> WHAT IS REQUIRED
Go through the entries and say how many lines contain the string "butt". The number is the whole answer.
==== DATA RECORDS ====
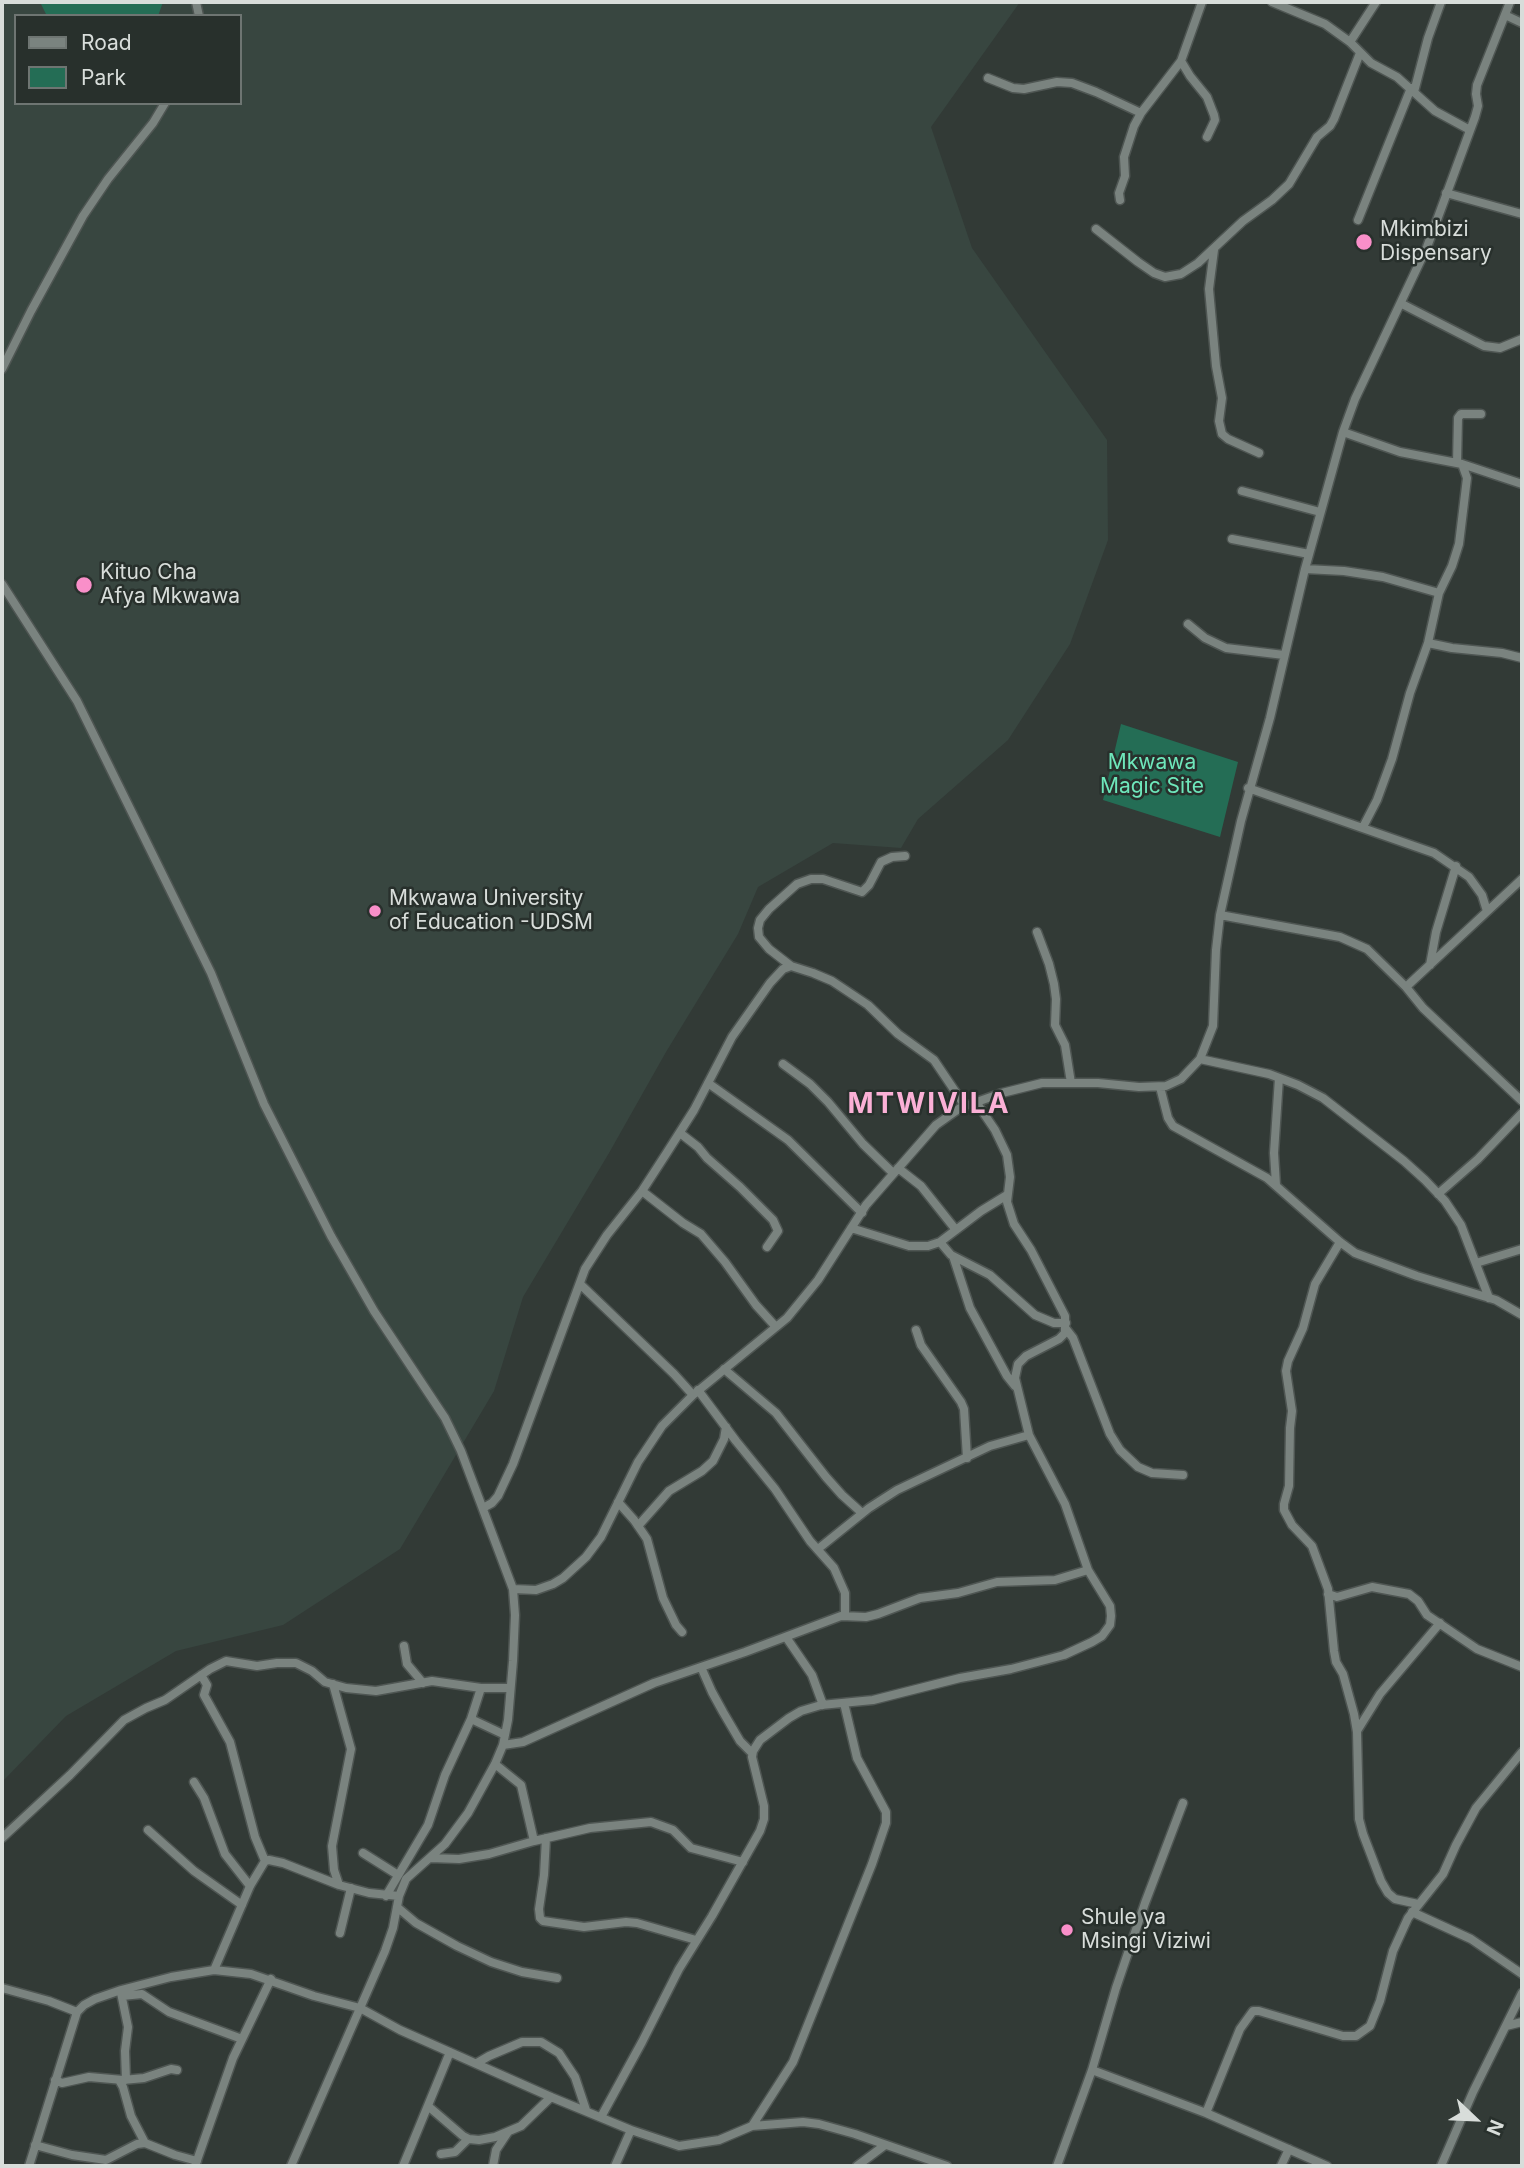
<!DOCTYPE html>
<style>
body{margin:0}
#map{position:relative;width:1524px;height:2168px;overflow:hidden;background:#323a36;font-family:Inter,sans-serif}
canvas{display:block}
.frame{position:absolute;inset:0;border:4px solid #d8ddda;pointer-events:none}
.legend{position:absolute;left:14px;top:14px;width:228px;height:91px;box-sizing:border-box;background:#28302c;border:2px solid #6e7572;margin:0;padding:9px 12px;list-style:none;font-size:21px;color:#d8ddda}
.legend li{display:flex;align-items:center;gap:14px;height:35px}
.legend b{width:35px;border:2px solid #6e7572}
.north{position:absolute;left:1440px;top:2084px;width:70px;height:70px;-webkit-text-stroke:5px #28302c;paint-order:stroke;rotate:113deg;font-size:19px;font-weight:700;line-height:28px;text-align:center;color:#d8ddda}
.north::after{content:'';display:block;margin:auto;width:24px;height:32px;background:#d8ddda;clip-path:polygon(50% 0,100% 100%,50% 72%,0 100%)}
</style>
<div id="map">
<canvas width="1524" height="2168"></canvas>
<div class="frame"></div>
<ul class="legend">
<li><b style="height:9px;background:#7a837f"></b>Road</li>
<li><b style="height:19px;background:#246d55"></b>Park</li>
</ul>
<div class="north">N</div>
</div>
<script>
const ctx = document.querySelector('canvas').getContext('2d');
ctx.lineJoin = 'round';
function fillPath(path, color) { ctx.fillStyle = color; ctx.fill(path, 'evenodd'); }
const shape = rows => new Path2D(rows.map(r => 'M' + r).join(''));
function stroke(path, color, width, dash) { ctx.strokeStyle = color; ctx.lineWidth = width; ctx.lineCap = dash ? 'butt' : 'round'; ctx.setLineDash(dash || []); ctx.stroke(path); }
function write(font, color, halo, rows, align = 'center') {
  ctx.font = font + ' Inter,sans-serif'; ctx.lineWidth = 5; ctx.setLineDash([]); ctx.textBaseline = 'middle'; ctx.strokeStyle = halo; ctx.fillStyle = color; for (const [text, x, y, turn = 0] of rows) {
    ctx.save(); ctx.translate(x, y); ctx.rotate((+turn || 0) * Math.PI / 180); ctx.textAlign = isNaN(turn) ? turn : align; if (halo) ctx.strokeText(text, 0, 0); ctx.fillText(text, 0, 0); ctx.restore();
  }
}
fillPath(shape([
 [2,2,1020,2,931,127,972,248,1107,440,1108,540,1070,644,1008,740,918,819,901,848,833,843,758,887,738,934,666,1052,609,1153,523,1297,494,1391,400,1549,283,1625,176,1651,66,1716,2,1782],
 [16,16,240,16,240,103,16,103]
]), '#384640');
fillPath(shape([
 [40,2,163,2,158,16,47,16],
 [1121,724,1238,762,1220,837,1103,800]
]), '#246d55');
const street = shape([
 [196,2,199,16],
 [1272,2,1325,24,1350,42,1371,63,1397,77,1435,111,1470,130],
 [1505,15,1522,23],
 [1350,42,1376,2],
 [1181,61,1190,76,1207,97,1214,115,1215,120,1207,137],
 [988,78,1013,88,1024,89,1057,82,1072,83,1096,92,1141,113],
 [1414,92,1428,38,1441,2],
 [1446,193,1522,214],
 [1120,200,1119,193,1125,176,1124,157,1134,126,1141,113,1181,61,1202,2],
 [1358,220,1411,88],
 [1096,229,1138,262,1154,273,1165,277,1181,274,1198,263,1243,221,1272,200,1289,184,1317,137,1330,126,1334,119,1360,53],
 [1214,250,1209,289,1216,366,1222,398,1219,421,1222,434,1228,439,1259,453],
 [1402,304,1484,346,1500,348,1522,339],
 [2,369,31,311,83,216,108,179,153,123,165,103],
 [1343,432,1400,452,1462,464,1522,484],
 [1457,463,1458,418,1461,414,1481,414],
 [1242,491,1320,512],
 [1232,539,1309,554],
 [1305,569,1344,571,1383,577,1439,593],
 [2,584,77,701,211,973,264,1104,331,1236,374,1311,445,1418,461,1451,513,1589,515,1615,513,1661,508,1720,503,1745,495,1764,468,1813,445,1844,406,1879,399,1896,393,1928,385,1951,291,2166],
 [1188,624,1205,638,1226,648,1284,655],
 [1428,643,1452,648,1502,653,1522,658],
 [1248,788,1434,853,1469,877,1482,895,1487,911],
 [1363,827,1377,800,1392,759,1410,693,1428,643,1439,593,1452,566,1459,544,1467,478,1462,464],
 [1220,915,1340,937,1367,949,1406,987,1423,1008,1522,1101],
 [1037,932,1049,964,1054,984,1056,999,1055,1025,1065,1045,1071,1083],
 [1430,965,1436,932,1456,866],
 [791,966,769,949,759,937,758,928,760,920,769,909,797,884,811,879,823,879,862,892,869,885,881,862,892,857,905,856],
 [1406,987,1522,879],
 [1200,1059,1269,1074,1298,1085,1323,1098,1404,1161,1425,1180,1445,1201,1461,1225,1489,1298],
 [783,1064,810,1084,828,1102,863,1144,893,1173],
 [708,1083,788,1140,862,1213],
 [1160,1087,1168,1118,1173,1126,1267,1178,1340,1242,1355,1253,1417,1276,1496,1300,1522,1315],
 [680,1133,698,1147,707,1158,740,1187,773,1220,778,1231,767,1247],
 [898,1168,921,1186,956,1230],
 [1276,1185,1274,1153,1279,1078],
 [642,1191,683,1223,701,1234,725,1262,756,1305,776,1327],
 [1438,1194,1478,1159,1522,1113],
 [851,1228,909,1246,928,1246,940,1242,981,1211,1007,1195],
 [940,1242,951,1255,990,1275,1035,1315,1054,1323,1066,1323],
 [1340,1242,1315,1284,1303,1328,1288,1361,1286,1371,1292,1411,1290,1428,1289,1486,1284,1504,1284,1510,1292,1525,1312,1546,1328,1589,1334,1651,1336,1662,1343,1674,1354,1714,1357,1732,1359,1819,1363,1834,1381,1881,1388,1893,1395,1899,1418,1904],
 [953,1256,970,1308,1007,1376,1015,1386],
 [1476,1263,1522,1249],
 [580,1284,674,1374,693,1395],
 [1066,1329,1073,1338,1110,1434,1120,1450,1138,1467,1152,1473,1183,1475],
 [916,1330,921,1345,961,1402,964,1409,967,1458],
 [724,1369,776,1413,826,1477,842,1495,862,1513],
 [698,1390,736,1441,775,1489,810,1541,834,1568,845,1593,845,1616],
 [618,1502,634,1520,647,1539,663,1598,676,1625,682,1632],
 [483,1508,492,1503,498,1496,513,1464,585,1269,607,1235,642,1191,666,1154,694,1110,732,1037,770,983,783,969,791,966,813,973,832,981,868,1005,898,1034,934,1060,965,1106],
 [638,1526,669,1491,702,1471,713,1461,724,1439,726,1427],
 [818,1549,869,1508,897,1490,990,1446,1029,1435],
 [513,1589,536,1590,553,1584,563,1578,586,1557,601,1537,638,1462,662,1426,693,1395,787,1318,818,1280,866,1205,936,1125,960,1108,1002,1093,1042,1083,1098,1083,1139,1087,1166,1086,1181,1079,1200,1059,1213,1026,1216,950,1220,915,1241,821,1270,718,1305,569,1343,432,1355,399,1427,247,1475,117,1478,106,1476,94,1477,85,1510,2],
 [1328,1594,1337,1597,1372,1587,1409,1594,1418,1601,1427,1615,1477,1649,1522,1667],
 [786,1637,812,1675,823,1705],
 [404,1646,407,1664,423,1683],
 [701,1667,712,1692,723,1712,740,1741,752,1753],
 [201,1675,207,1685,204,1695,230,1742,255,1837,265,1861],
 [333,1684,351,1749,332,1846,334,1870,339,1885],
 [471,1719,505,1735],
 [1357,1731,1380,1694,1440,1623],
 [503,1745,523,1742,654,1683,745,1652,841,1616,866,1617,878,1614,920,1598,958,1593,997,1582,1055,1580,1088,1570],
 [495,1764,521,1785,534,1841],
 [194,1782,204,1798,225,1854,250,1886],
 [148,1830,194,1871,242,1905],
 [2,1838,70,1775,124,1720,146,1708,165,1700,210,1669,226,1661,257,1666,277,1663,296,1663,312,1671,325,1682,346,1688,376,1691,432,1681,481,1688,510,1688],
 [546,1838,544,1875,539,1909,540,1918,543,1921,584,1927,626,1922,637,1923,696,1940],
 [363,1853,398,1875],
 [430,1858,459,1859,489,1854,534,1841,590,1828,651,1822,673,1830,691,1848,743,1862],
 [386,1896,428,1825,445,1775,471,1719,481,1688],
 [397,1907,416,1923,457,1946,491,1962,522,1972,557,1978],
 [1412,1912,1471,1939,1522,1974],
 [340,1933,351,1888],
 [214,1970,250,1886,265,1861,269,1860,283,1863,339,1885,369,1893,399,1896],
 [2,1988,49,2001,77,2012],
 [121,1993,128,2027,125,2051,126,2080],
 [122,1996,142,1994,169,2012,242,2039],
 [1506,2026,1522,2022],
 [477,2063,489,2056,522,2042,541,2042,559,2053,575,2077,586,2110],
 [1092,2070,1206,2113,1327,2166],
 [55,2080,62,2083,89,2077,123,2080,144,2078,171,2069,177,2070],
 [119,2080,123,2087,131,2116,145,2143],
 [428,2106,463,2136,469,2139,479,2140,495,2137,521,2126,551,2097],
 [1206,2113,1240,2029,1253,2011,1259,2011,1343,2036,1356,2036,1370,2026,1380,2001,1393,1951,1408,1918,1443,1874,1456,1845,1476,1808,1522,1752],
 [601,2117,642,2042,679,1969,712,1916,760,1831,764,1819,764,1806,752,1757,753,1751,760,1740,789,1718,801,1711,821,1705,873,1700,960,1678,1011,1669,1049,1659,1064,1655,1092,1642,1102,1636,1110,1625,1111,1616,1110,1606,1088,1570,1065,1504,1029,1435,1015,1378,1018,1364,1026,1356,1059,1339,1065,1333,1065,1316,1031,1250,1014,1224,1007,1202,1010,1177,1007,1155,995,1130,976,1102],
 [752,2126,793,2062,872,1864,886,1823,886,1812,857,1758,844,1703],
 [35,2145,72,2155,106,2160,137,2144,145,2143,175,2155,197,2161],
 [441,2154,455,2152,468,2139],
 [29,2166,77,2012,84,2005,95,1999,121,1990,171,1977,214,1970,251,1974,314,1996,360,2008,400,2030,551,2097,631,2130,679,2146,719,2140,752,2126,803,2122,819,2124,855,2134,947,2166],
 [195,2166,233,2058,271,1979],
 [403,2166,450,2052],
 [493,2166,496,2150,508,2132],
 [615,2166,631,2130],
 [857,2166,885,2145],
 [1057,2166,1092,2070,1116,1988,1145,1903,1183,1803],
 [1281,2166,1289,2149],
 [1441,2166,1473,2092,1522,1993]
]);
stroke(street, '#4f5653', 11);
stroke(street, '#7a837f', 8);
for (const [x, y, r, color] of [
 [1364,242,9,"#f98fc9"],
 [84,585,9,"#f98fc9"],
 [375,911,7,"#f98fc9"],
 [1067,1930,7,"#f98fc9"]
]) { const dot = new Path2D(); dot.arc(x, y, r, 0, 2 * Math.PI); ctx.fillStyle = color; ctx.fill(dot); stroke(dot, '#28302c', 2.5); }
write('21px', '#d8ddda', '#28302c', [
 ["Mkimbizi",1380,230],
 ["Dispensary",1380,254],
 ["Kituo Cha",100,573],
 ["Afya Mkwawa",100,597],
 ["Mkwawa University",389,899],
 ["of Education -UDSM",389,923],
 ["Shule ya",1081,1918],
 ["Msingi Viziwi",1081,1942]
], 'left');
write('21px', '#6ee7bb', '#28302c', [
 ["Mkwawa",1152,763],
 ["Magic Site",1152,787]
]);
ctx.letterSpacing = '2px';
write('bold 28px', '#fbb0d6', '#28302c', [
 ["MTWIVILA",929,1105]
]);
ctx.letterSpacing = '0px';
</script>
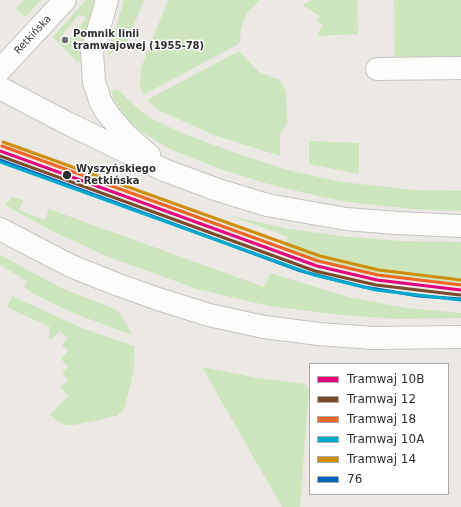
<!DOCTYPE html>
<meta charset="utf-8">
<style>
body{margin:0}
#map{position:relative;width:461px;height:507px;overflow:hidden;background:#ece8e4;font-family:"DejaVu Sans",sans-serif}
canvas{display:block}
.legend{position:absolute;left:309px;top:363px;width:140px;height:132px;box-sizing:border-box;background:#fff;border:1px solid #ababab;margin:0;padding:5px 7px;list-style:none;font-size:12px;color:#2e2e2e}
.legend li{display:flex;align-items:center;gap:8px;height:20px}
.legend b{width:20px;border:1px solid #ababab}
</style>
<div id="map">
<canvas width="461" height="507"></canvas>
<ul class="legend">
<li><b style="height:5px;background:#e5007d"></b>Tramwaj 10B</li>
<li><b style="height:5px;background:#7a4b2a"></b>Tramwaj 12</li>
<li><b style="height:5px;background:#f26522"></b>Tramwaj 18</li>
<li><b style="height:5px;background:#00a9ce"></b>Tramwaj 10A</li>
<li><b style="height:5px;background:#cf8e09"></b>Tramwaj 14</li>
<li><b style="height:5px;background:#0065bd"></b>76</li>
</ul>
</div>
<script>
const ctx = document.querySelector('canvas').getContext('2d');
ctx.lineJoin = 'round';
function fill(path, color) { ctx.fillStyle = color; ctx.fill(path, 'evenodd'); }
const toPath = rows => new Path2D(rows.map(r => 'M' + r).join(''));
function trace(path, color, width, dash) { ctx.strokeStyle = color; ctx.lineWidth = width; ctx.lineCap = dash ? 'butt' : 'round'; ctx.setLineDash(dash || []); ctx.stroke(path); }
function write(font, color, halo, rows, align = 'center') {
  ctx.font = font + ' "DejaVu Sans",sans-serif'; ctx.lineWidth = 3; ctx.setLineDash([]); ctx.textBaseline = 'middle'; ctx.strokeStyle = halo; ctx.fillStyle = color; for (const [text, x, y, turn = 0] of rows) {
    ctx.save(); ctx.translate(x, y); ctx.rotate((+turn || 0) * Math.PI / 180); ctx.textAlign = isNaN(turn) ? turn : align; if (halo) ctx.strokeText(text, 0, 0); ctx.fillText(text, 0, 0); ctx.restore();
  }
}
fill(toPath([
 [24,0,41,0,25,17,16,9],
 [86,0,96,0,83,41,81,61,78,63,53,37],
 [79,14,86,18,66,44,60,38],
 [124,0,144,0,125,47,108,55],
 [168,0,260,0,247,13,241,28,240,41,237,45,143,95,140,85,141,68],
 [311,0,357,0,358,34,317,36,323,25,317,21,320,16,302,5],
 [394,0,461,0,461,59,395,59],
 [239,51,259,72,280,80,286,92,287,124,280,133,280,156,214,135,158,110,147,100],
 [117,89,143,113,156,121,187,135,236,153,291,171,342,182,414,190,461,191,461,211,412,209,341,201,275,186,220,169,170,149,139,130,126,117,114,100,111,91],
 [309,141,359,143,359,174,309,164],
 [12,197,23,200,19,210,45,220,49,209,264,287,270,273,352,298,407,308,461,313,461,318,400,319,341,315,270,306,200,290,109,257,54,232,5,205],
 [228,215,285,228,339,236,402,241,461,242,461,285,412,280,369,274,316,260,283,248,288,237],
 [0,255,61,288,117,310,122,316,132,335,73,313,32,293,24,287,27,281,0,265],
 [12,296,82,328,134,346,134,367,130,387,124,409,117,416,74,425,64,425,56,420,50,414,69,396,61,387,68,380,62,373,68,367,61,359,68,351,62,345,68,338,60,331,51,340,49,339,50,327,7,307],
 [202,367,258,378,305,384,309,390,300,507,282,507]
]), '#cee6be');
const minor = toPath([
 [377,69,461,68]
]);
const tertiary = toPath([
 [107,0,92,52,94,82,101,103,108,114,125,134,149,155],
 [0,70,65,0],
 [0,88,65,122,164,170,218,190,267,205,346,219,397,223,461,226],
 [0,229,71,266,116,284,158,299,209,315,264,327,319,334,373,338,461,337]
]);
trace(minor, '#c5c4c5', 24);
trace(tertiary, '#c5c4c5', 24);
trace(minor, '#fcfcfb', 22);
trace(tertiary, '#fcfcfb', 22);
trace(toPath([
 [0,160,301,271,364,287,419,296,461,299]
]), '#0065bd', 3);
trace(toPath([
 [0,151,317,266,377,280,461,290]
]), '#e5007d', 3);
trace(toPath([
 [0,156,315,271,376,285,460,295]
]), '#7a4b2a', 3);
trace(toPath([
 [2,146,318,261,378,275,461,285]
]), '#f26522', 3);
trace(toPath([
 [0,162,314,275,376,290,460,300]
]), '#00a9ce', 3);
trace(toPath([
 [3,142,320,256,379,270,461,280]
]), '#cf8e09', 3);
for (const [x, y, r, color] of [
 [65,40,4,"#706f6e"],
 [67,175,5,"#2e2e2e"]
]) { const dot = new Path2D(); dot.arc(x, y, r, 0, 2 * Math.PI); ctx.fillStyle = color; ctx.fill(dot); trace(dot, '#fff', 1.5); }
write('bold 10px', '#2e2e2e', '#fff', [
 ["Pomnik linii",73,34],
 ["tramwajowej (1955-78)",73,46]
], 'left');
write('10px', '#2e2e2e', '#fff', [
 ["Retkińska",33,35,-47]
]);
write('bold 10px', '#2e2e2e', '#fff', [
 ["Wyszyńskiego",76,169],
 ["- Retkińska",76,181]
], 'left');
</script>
====
> RESPONSE BELOW
2